(Records from a dataset)
* * *

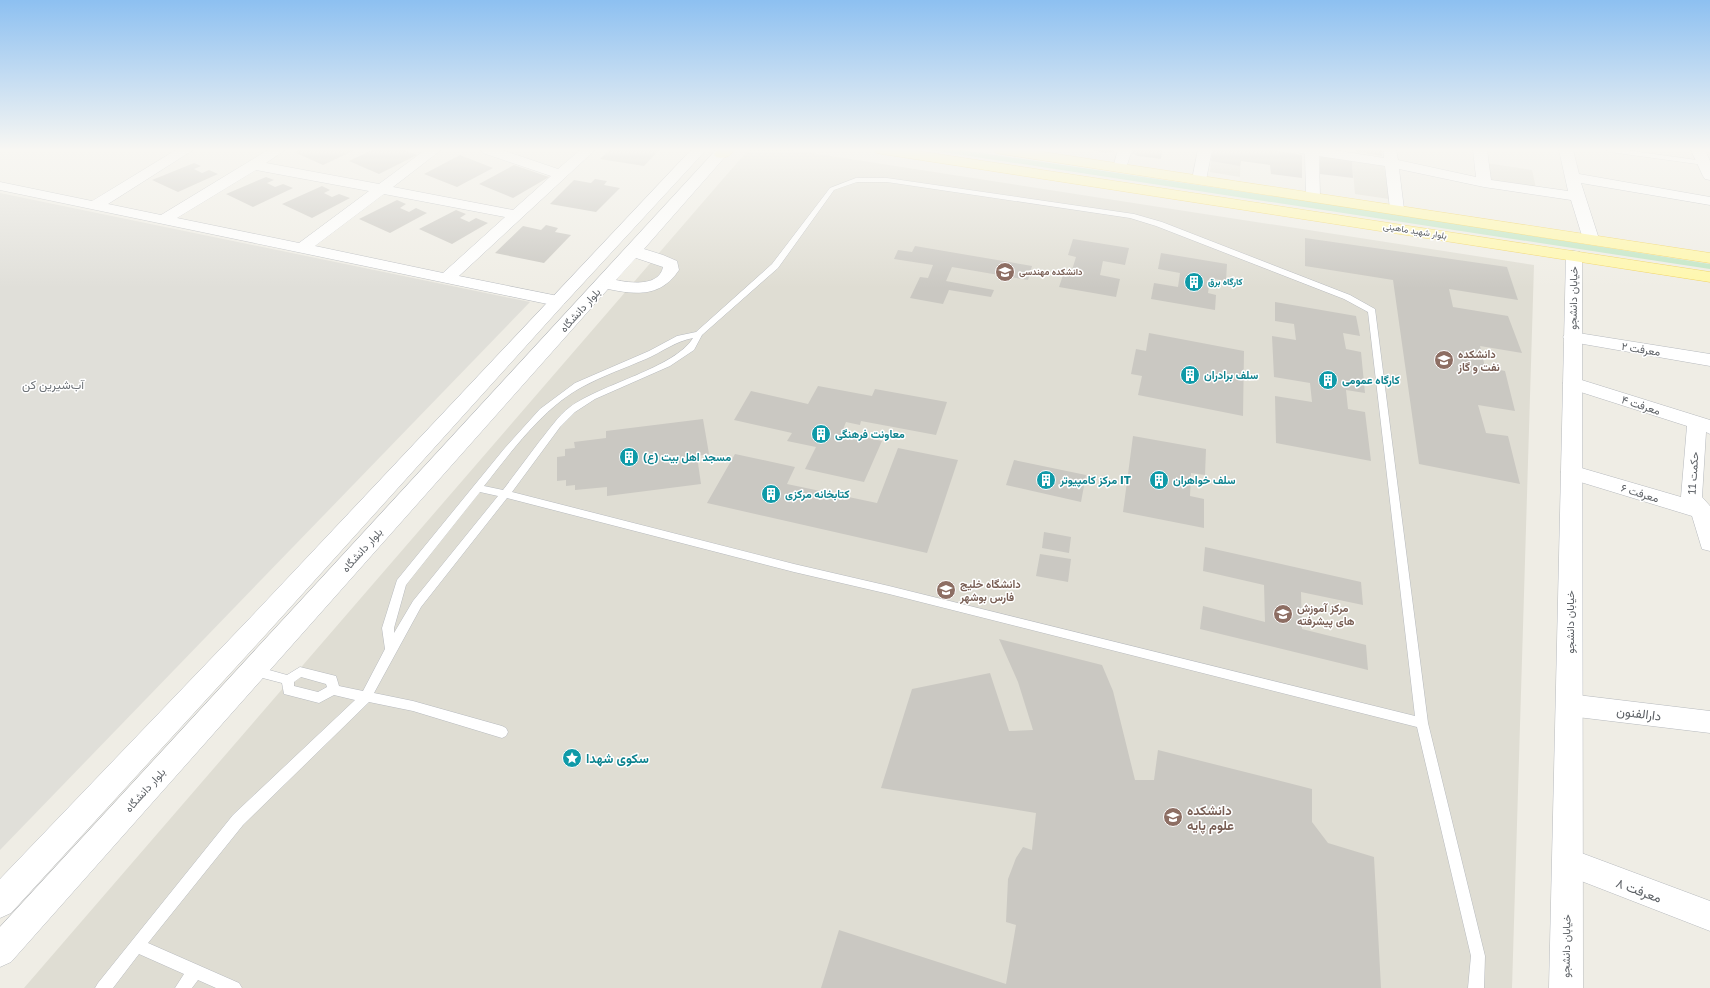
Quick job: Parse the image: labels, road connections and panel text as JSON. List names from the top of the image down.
{
  "streets": {
    "main road": ["بلوار شهید ماهینی"],
    "street": [
      "خیابان دانشجو",
      "بلوار دانشگاه",
      "معرفت ۲",
      "معرفت ۴",
      "حکمت 11",
      "معرفت ۶",
      "دارالفنون",
      "معرفت ۸"
    ]
  },
  "crossings": [
    ["بلوار شهید ماهینی", "خیابان دانشجو"],
    ["خیابان دانشجو", "معرفت ۲"],
    ["خیابان دانشجو", "معرفت ۴"],
    ["خیابان دانشجو", "معرفت ۶"],
    ["خیابان دانشجو", "دارالفنون"],
    ["خیابان دانشجو", "معرفت ۸"],
    ["معرفت ۴", "حکمت 11"],
    ["حکمت 11", "معرفت ۶"]
  ],
  "districts": ["آب‌شیرین کن"],
  "places": {
    "school or university": [
      "دانشکده مهندسی",
      "دانشکده نفت و گاز",
      "دانشگاه خلیج فارس بوشهر",
      "مرکز آموزش های پیشرفته",
      "دانشکده علوم پایه"
    ],
    "building": [
      "کارگاه برق",
      "سلف برادران",
      "کارگاه عمومی",
      "معاونت فرهنگی",
      "مسجد اهل بیت (ع)",
      "مرکز کامپیوتر IT",
      "سلف خواهران",
      "کتابخانه مرکزی"
    ],
    "place": ["سکوی شهدا"]
  }
}
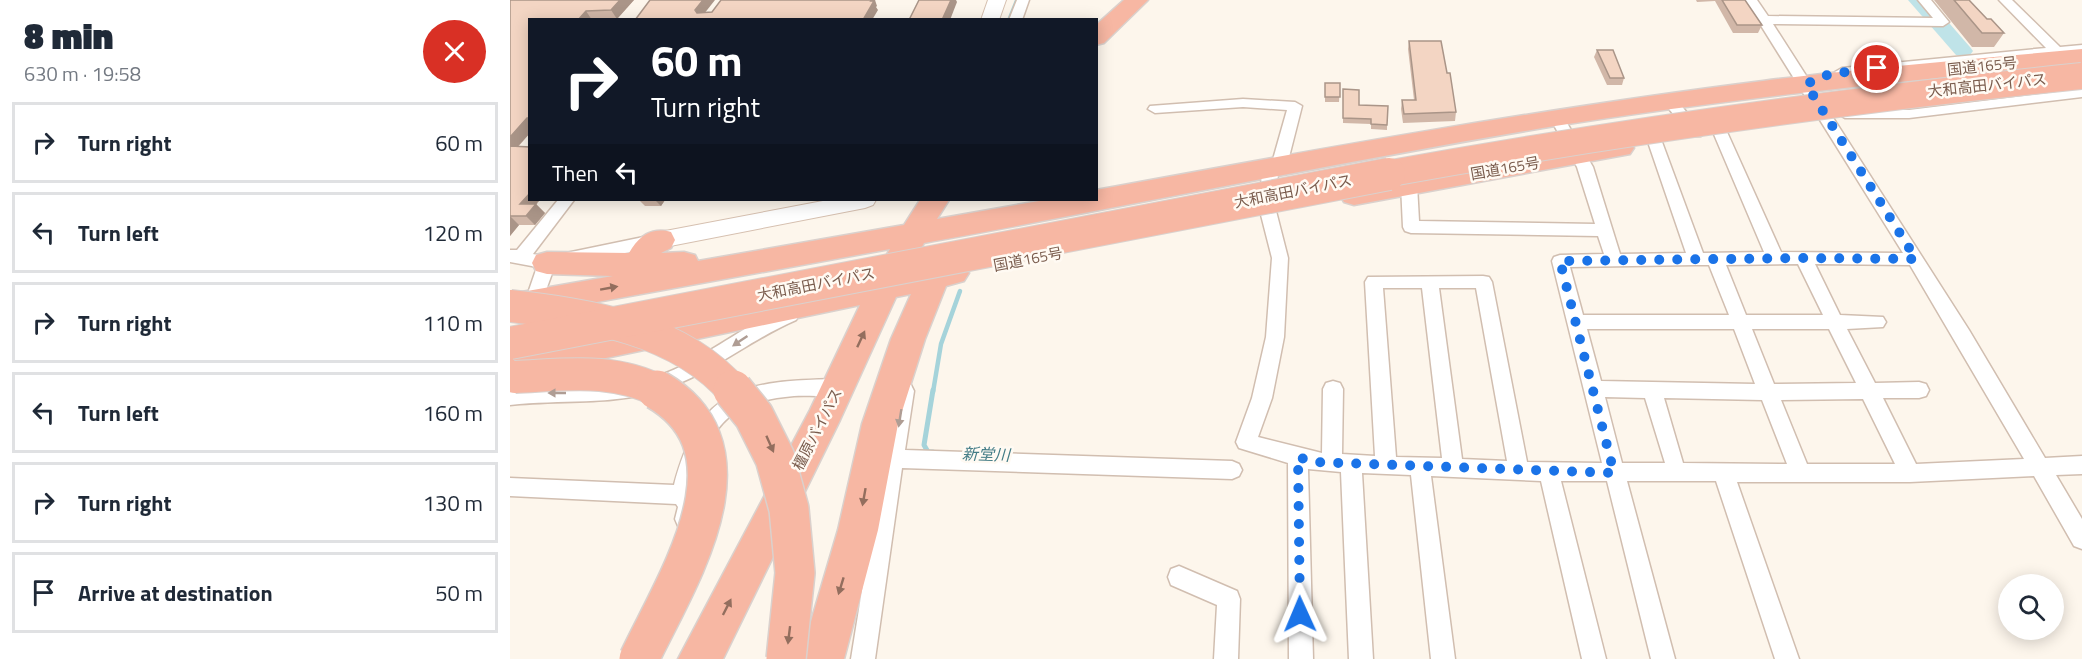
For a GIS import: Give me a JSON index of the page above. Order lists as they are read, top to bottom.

* * *

**What you have to do**
Exactly as they appear above, write out all the entries, but not the images.

**Expected output**
Quick job: Parse the image: labels, road connections and panel text as JSON. List names from the top of the image down.
{
  "streets": {
    "main road": ["بلوار شهید ماهینی"],
    "street": [
      "خیابان دانشجو",
      "بلوار دانشگاه",
      "معرفت ۲",
      "معرفت ۴",
      "حکمت 11",
      "معرفت ۶",
      "دارالفنون",
      "معرفت ۸"
    ]
  },
  "crossings": [
    ["بلوار شهید ماهینی", "خیابان دانشجو"],
    ["خیابان دانشجو", "معرفت ۲"],
    ["خیابان دانشجو", "معرفت ۴"],
    ["خیابان دانشجو", "معرفت ۶"],
    ["خیابان دانشجو", "دارالفنون"],
    ["خیابان دانشجو", "معرفت ۸"],
    ["معرفت ۴", "حکمت 11"],
    ["حکمت 11", "معرفت ۶"]
  ],
  "districts": ["آب‌شیرین کن"],
  "places": {
    "school or university": [
      "دانشکده مهندسی",
      "دانشکده نفت و گاز",
      "دانشگاه خلیج فارس بوشهر",
      "مرکز آموزش های پیشرفته",
      "دانشکده علوم پایه"
    ],
    "building": [
      "کارگاه برق",
      "سلف برادران",
      "کارگاه عمومی",
      "معاونت فرهنگی",
      "مسجد اهل بیت (ع)",
      "مرکز کامپیوتر IT",
      "سلف خواهران",
      "کتابخانه مرکزی"
    ],
    "place": ["سکوی شهدا"]
  }
}
For a GIS import: Give me a JSON index of the page above. Order lists as they are read, top to bottom.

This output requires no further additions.